License and regristration?


----------



## Lord of the Fireflies (May 5, 2011)

Welcome to the Jungle (Guns N' Roses)

Are you single?


----------



## Eclipse (May 5, 2011)

Meltdown (Kagamine Rin)

What's the first thing you will say to a stranger?


----------



## RespectTheBlade (May 5, 2011)

Don't You Know Who I Think I Am? (Fall Out Boy)

Square root of onions?


----------



## Zora of Termina (May 5, 2011)

Mt Pyre Peak - Pokemon R/S

You're left stranded in a cave with nothing but a pair of chocolate undies. What do you do?


----------



## Mendatt (May 5, 2011)

Beat it (Michael Jackson)

If you run into bagel that starts to insult you, what do you do?


----------



## BlackTitress (May 5, 2011)

Take Me Away (Lifehouse)

What kind of magic do you use?


----------



## Glace (May 6, 2011)

I'm Yours (Jason Mraz)

You accidentally slip off the stage after giving your speech.
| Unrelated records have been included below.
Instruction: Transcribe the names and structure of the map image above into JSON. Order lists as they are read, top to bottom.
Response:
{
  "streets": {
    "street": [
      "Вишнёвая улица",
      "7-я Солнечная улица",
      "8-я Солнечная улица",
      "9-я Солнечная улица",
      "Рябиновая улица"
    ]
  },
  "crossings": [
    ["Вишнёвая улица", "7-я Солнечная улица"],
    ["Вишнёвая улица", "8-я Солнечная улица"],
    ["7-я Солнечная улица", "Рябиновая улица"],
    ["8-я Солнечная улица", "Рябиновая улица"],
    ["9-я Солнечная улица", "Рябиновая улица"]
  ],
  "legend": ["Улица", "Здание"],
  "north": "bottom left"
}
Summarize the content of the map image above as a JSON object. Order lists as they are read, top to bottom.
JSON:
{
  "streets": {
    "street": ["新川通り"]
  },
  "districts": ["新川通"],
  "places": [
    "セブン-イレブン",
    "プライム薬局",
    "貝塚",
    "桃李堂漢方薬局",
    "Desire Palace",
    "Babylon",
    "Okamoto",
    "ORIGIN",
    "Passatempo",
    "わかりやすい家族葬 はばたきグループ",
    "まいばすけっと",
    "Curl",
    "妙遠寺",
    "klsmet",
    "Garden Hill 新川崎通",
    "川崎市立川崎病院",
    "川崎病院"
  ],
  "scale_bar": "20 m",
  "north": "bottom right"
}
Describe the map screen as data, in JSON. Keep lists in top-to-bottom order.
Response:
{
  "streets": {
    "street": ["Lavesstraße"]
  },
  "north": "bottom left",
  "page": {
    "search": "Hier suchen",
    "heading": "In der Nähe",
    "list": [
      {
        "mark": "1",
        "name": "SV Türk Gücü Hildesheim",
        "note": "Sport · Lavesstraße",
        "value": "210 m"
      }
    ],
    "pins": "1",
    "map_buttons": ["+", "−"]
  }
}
How do you react?


----------



## RespectTheBlade (May 6, 2011)

Home Is Where The Luvdisc Is (OC Remix of Hearthome City)

2+2x2=?


----------



## Sypl (May 6, 2011)

Sound of my dream (B0unc3)

Do I have a hat?


----------



## Chief Zackrai (May 6, 2011)

Eclipse said:


> What is the meaning of your life?





RespectTheBlade said:


> 42 (Coldplay)


Coincidence? I think not.


Anyhow:

Wind Cries Mary (Jamie Cullum-ironically not Jimi Hendrix)

Can you access Google?


----------



## RespectTheBlade (May 6, 2011)

(Actually, it was pure coincidence. very spooky.)

Nobody Puts Baby In The Corner (Fall Out Boy).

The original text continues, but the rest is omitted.